Equal Employment Opportunity Commission (EEOC) released On Monday, the final regulations for the Pregnant Worker Fairness Act (PWFA) covering abortion will be released.
Under the final rule, under the PWFA, employers with 15 or more employees must provide the same accommodations to workers who have an abortion as they do to workers with “limitations related to pregnancy, childbirth, or a related medical condition.” It stipulates that it must be provided.
The PWFA passed with bipartisan support in 2022, but it did not include language regarding abortion. Instead, laws have been enacted that allow pregnant and postpartum mothers reasonable accommodations in the workplace, such as vacation time and flexible breaks. provided, however, that the accommodation does not cause an unreasonable hardship to the employer.
Sen. Bill Cassidy (R-Louisiana), a leading Republican co-sponsor of PWFA, said: Said In a statement Monday, it said:
The Pregnant Worker Fairness Act is designed to support pregnant mothers who, by choice or necessity, remain in the workplace after giving birth and while they recover. It is contrary to common sense and Congressional intent for the EEOC to continue to include abortion in laws specifically designed to promote healthy births.
“The Biden administration must enforce the laws passed by Congress, not the way Congress wishes it had been passed. The decision to ignore the legislative process to advance a political agenda is shocking and illegal. ,” Cassidy added.
The EEOC explained in its regulations that the law “does the following:” We do not require employees to obtain or not obtain abortions, we do not require taxpayers to pay for abortions, and we do not force health care providers to provide abortions. Additionally, you may not use your PWFA to require your employer-sponsored health plan to pay for or cover certain items, procedures, or treatments, including abortion. ”
“Given these limitations, the type of accommodation most likely to be sought under the PWFA with respect to an abortion is to take time off to attend a medical appointment or recuperate. The PWFA, like the Americans with Disabilities Act, does not require accommodation leave to be paid leave, so unless the employer’s policy states otherwise, the leave will be unpaid.” The agency said.
The EEOC said it received approximately 100,000 public comments regarding the rule. Approximately 54,000 comments stated that the committee should exclude abortion from the definition of pregnancy-related medical conditions, and 40,000 comments supported its inclusion, the agency said. That’s what it means.
“As indicated in the public comments, beliefs about when abortion is morally or religiously permissible are not monolithic, even within religious traditions,” the agency wrote.
“Many of the comments asking the Committee to exclude abortion from the definition of “pregnancy, childbirth, or related medical conditions” stated that abortion is the destruction of human life, is objectionable for moral or religious reasons, and that abortion is a human expressed the view that it would destroy the lives of people. is not health care,” the agency added.

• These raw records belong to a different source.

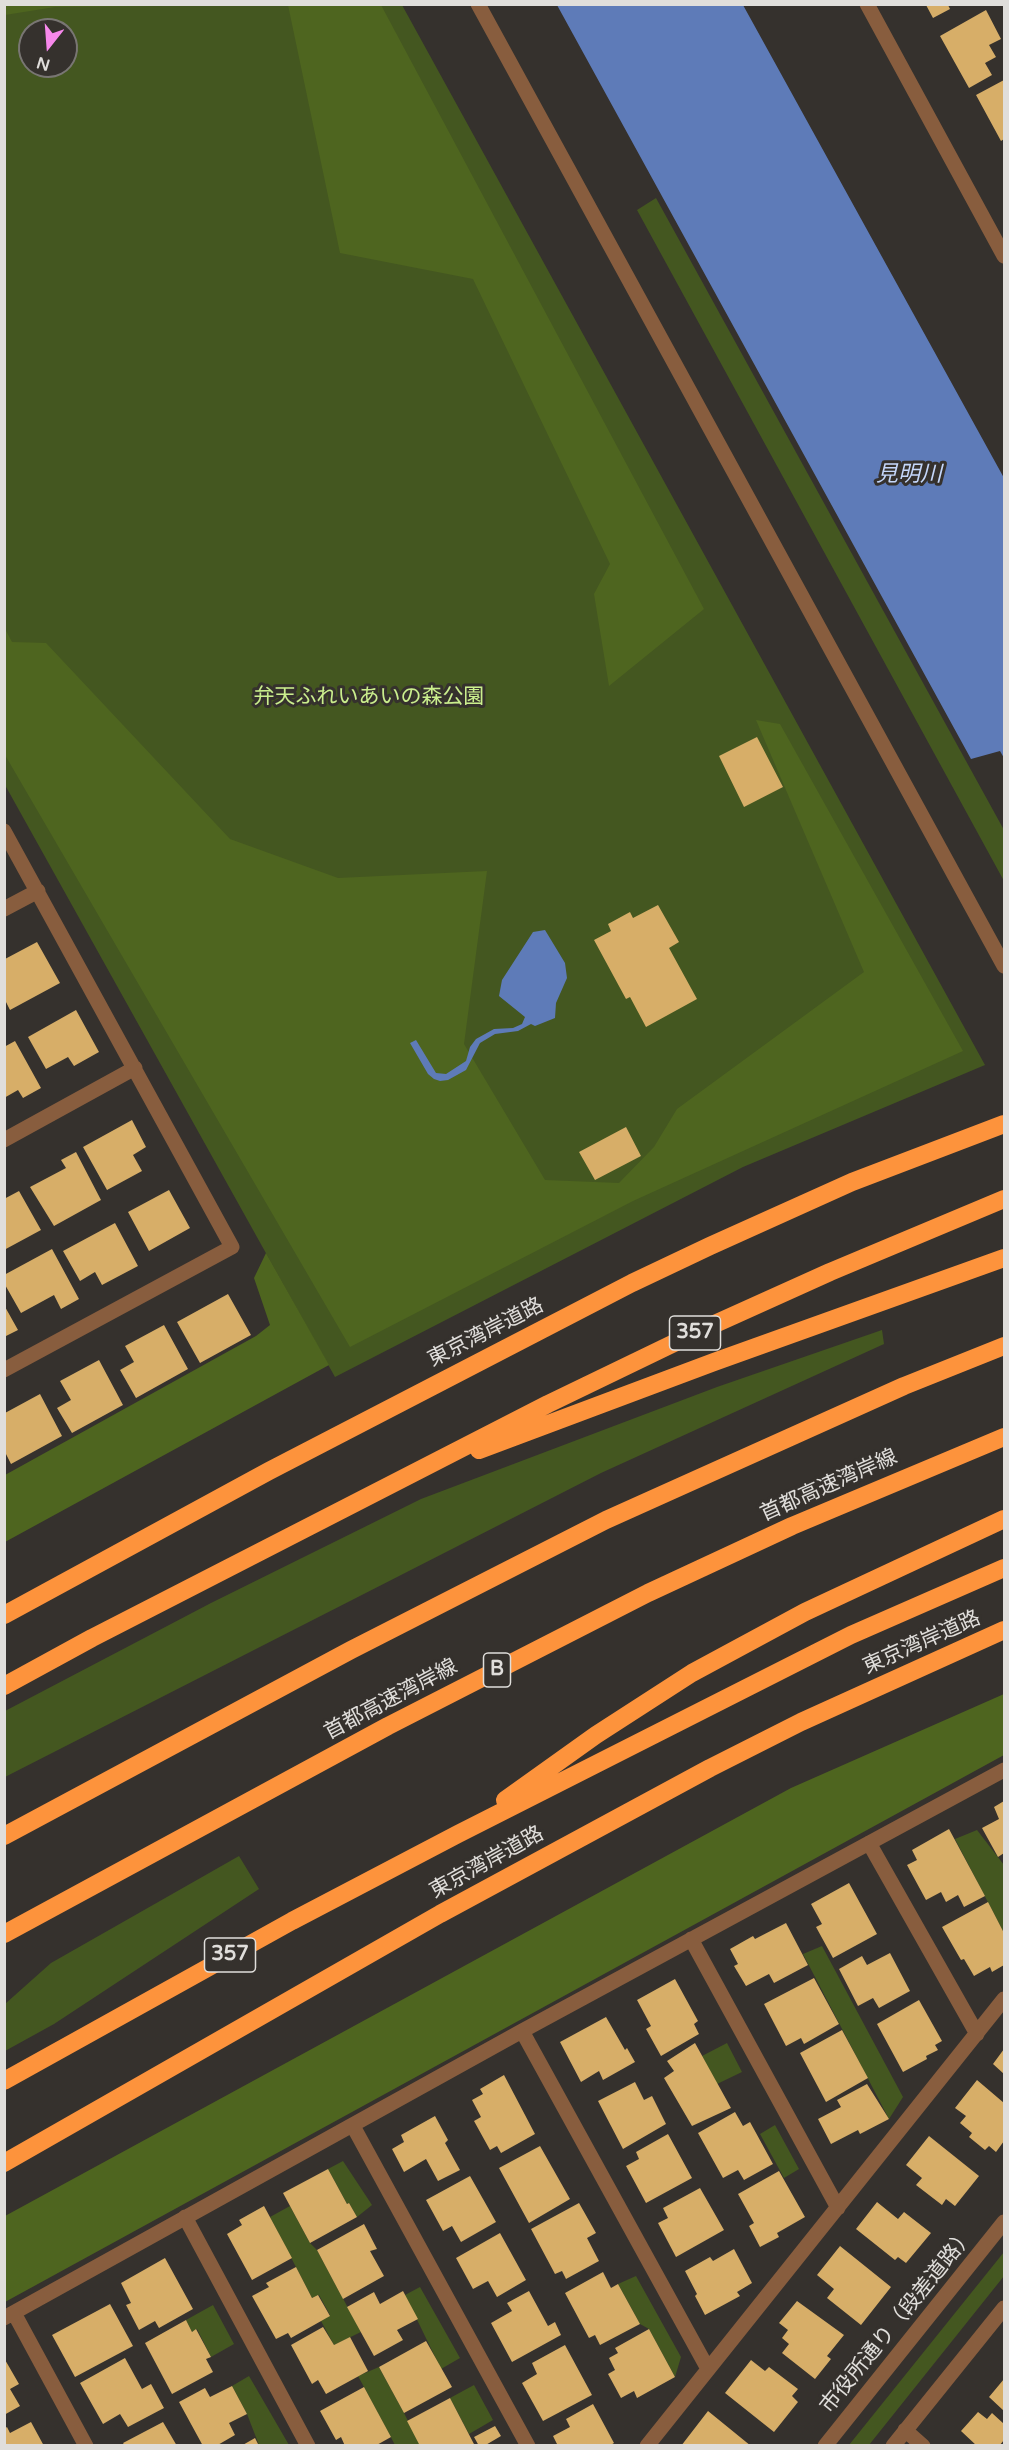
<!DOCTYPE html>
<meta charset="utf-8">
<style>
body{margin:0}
#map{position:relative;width:1009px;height:2450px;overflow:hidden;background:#35312d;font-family:"Varela Round",sans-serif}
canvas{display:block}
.frame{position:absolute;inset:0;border:6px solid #e0dedb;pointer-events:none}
.north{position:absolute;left:18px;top:18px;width:60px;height:60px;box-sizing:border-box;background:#35312d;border:2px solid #797673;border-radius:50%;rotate:197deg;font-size:16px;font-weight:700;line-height:24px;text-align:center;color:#e0dedb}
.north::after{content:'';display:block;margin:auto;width:21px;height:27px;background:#f788eb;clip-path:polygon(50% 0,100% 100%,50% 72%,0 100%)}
</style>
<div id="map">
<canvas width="1009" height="2450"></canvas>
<div class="frame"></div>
<div class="north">N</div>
</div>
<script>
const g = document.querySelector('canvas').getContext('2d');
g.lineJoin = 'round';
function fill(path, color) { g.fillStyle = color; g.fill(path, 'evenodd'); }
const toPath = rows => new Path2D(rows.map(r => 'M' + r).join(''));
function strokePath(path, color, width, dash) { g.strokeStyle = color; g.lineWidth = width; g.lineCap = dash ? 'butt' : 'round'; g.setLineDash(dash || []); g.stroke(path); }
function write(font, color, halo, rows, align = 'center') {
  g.font = font + ' "Varela Round","Noto Sans JP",sans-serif'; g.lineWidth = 6; g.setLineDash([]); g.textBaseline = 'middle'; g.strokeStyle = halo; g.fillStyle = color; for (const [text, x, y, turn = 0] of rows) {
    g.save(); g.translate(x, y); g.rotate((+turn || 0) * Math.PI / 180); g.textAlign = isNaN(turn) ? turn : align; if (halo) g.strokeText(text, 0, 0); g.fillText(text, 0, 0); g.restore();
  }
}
const green = toPath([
 [4,5,402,5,985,1065,743,1167,335,1377,5,785],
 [30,30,66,30,66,66,30,66],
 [656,198,1004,830,1004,881,637,210],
 [882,1330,884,1344,601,1473,5,1777,5,1711,211,1603,421,1499,717,1387],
 [977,1830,1004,1865,1004,1933,955,1839],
 [239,1856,259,1889,54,2024,5,2051,5,2004,51,1963],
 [822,1946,903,2097,889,2119,803,1954],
 [727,2043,742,2072,717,2084,702,2056],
 [775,2125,799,2169,784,2178,760,2134],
 [343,2161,372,2205,357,2217,349,2203,347,2204,328,2169],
 [290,2206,310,2243,317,2250,361,2332,334,2345,321,2321,330,2315,319,2295,312,2298,270,2217],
 [1004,2252,1004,2276,869,2445,849,2445],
 [636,2276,681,2357,675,2377,649,2329,640,2324,618,2284],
 [420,2287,460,2358,441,2369,405,2295],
 [213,2305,234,2344,211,2357,197,2329,192,2332,186,2320],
 [379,2367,404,2413,420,2445,395,2445,364,2387,358,2376],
 [249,2376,289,2445,259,2445,247,2414,232,2386],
 [474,2385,493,2420,469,2434,450,2398]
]);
const forest = toPath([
 [5,4,270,4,270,5,55,7,5,15],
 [288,5,381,5,704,609,609,686,594,594,610,564,473,279,340,253],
 [4,627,12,642,46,643,230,839,338,878,487,871,464,1044,545,1180,619,1183,654,1147,677,1109,864,972,756,720,780,724,963,1051,633,1201,350,1347,5,755],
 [266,1253,329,1365,5,1542,5,1475,256,1336,270,1325,254,1278],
 [1004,1694,1004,1755,5,2302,5,2216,791,1788]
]);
const water = toPath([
 [557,5,743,5,1004,478,1004,758,1000,751,971,759],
 [545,930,565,963,567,978,556,1003,555,1018,535,1026,531,1024,518,1031,495,1034,480,1043,466,1070,448,1080,440,1081,434,1079,428,1074,410,1043,416,1040,436,1073,446,1074,466,1061,470,1047,476,1039,494,1029,513,1028,522,1024,525,1017,499,996,502,980,533,932]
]);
const building = toPath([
 [926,5,948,5,950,9,933,18],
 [986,10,1001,39,989,45,996,57,985,63,992,75,969,88,940,36],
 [1004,80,1004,139,1001,141,976,95],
 [757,737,783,787,744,807,719,756],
 [658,905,679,942,669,948,697,999,646,1027,630,997,626,999,594,940,611,931,608,924,630,912,633,918],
 [37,942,60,983,10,1010,5,1000,5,959],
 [76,1010,99,1052,74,1066,68,1057,46,1069,28,1037],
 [15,1041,41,1088,23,1098,18,1090,4,1098,4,1047],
 [132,1120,146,1147,133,1155,142,1171,107,1190,83,1147],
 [626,1127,641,1156,595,1180,579,1152],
 [76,1152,101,1200,54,1226,30,1187,66,1168,61,1160],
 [169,1190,190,1228,149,1251,128,1212],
 [19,1191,41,1230,4,1250,4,1199],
 [115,1223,138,1266,102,1285,95,1272,80,1281,63,1251],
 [52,1249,79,1299,61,1309,54,1295,21,1313,4,1283,4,1275],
 [228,1294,251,1335,200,1363,177,1322],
 [4,1305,18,1330,4,1337],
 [164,1325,188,1369,136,1398,120,1370,134,1362,125,1346],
 [99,1360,123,1405,72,1433,57,1408,71,1400,60,1381],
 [40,1394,62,1436,11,1464,5,1452,5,1413],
 [1004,1801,1004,1853,998,1857,982,1828,999,1819,994,1807],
 [949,1829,985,1896,964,1907,958,1895,946,1902,941,1892,926,1900,907,1865,917,1860,912,1850],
 [849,1883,877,1934,833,1958,816,1927,822,1924,811,1904],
 [988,1902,1004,1933,1004,1965,992,1972,990,1967,974,1976,964,1959,961,1960,942,1927],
 [786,1923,808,1965,774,1983,769,1974,746,1986,734,1966,738,1964,730,1949,753,1936,755,1939],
 [890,1953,910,1991,879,2008,873,1998,858,2006,839,1969,862,1956,867,1965],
 [814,1978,839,2024,804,2044,801,2038,786,2046,764,2004],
 [675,1979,698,2021,694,2024,699,2034,661,2056,646,2029,651,2026,637,2000],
 [919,2000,942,2041,935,2045,938,2050,926,2056,927,2059,903,2072,877,2024],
 [606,2017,625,2050,627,2048,635,2062,603,2080,599,2071,581,2082,560,2042],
 [842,2030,868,2078,826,2102,800,2053],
 [695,2043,731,2108,692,2126,664,2078,674,2071,667,2061],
 [1004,2049,1004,2074,993,2064],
 [504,2075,535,2134,501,2153,497,2146,490,2150,474,2121,481,2117,472,2100,483,2094,480,2089],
 [977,2080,1004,2103,1004,2141,996,2152,989,2146,985,2150,969,2137,972,2133,960,2123,966,2116,955,2108],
 [635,2082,644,2100,652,2096,666,2124,623,2149,598,2101],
 [867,2084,889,2119,860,2134,858,2130,831,2144,818,2119,841,2107,837,2100],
 [735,2112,743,2126,750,2122,773,2164,744,2180,738,2170,723,2178,698,2133],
 [435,2116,448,2140,445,2143,460,2170,438,2181,426,2159,404,2172,392,2149,404,2142,401,2135],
 [668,2134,692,2178,646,2203,626,2166,639,2159,636,2152],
 [929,2136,979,2176,955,2206,946,2199,942,2205,916,2185,922,2178,906,2165],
 [540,2146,570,2199,529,2223,499,2168],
 [328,2169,347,2204,349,2203,357,2217,310,2243,283,2193],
 [779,2171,805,2217,777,2233,779,2237,760,2247,749,2226,754,2223,738,2194],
 [470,2176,496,2222,461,2242,452,2226,443,2231,426,2200],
 [700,2188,724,2230,676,2257,658,2223,668,2218,663,2208],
 [877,2202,898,2219,904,2212,931,2233,906,2263,898,2257,895,2260,856,2229],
 [579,2203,596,2233,587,2238,599,2261,566,2279,562,2271,555,2274,531,2229],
 [264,2206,292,2258,252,2280,227,2234,242,2225,239,2220],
 [364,2224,377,2249,370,2251,384,2276,343,2299,317,2250],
 [500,2233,526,2280,497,2297,488,2281,473,2289,456,2258],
 [840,2246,891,2287,861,2325,827,2298,834,2289,817,2275],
 [734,2249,752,2283,737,2292,740,2296,705,2315,695,2296,697,2294,685,2271,710,2257,713,2261],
 [165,2258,193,2309,159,2328,155,2321,139,2330,126,2305,131,2303,121,2283],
 [296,2267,312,2298,318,2295,330,2316,291,2338,288,2333,276,2339,252,2296,269,2287,266,2283],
 [603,2272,611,2288,618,2284,640,2324,600,2345,595,2335,589,2338,565,2293],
 [403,2291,418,2319,397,2330,403,2340,374,2356,347,2307,374,2292,380,2304],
 [529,2291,548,2326,555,2322,561,2335,512,2362,491,2323,512,2311,507,2303],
 [797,2301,844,2335,827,2356,831,2359,815,2379,782,2353,789,2344,782,2338,788,2330,779,2323],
 [110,2304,133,2346,75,2377,52,2335],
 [186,2320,192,2332,196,2329,211,2357,206,2359,213,2372,172,2394,145,2343],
 [323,2327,334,2345,350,2337,368,2371,326,2394,318,2380,312,2384,291,2345],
 [649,2329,675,2377,637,2398,634,2391,621,2398,608,2374,615,2370,609,2358,618,2353,615,2348],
 [426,2341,452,2387,404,2413,379,2367],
 [565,2345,592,2395,543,2421,522,2383,537,2374,532,2363],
 [4,2358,19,2384,10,2389,20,2406,4,2415],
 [125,2358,142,2389,151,2384,164,2408,128,2427,120,2414,103,2424,80,2383],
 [751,2360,765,2371,769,2367,798,2389,792,2396,798,2402,774,2432,725,2393],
 [1004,2379,1004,2411,989,2397],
 [232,2386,247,2414,229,2423,235,2435,216,2446,203,2446,179,2402,205,2388,210,2397],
 [364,2387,391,2437,375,2446,345,2446,341,2437,336,2440,320,2411],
 [450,2398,475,2446,420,2446,407,2421],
 [593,2404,614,2443,609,2446,558,2446,553,2436,570,2427,566,2419],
 [708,2411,751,2446,681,2446],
 [978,2412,987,2419,992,2413,1004,2424,1004,2440,999,2446,977,2446,961,2431],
 [31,2422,44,2446,4,2446,4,2429,7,2427,10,2433],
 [163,2422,177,2446,125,2446,123,2443],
 [495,2426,501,2436,484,2446,479,2446,474,2437],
 [255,2438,259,2446,241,2446]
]);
const minor = toPath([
 [478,4,1004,966],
 [867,4,1004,256],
 [4,831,232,1247,4,1370],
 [4,909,38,891],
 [4,1140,135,1068],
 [869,1843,977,2034],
 [691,1939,838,2208],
 [522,2031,708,2369],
 [353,2126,528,2446],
 [185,2217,308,2446],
 [14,2313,86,2446],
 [4,2318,522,2031,1004,1770],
 [905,2430,923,2446],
 [647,2446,1004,1999],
 [825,2446,1004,2222],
 [893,2446,1004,2308]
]);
const highway = toPath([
 [479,1450,714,1362,1004,1258],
 [4,1615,269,1471,632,1283,710,1246,852,1182,1004,1124],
 [4,1686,92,1638,548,1404,697,1332,830,1272,1004,1199],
 [505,1800,596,1735,692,1673,805,1612,1004,1519],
 [4,1836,351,1650,606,1520,904,1386,1004,1346],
 [4,1934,388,1726,648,1593,792,1526,1004,1437],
 [4,2081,292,1921,458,1834,851,1635,1004,1568],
 [4,2163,440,1914,710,1768,801,1722,1004,1630]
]);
const shields = [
 [695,1333,51],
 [497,1670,27],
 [230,1955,51]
];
const shieldNames = [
 ["357",695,1333],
 ["B",497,1670],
 ["357",230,1955]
];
const parkNames = [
 ["弁天ふれいあいの森公園",369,697]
];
const streetNames = [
 ["東京湾岸道路",486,1333,-27],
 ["首都高速湾岸線",829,1486,-24],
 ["東京湾岸道路",922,1643,-24],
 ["首都高速湾岸線",391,1700,-28],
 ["東京湾岸道路",487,1863,-29],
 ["市役所通り（段差道路）",898,2321,-51]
];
const waterNames = [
 ["見明川",909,475]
];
fill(green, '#445720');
fill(forest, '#4e651f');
fill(water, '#5e7bb8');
fill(building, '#d7ae68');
strokePath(minor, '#885d3e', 15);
strokePath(highway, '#fd933c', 18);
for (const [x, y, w] of shields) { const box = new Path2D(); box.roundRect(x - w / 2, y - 17, w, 34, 4.5); g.fillStyle = '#35312d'; g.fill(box); strokePath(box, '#e0dedb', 1.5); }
write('bold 20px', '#e0dedb', null, shieldNames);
write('21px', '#caee8d', '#35312d', parkNames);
write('21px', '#e0dedb', '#35312d', streetNames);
write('italic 22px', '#c5d7fa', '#35312d', waterNames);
</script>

“The Committee recognizes that these are sincere and deeply held beliefs and are often part of an individual’s religious beliefs. The Committee also recognizes that abortion is a necessary part of health care. We also received many comments expressing deep-rooted beliefs, including religious beliefs, that an employer’s religious beliefs should not determine an employee’s ability to receive reasonable accommodation under the PWFA.”
Sen. Patty Murray (D-Washington) released In a statement, the EEOC will “ensure that our laws provide an accurate and comprehensive view of pregnancy and related medical conditions and provide protections to more women who need them.”
In contrast, Rep. Virginia Foxx (R-North Carolina) called It called the updated rules “controversial” and accused the Biden administration of “using the regulatory process to advance radical policy goals.”
“It is wrong to add this controversial provision to the PWFA. Period. Abortion is not a medical condition related to pregnancy. It is the opposite. It will be up to the Biden administration to respond to the needs of the United States,” Fox said.
She added:
This rule goes far beyond the authority of the EEOC. The PWFA was intended to allow employers to provide reasonable accommodations to pregnant employees. The PWFA does not apply to abortion. The term “abortion” is never mentioned in the law. Instead of following the intent of Congress, the Biden administration is using the regulatory process to advance radical policy goals. This is not surprising given the regime’s tendency to abuse the constitution.
The top point is too broad and unreasonable, causing confusion and confusion for workers and employers. Job creators, already struggling under Bidennomics, could be forced to provide years of federally mandated furlough under this rule. That’s nonsense.
“In short, this is a classic example of government bureaucrats brazenly screwing up,” she said.
Katherine Hamilton is a political reporter for Breitbart News. You can follow her at @thekat_Hamilton.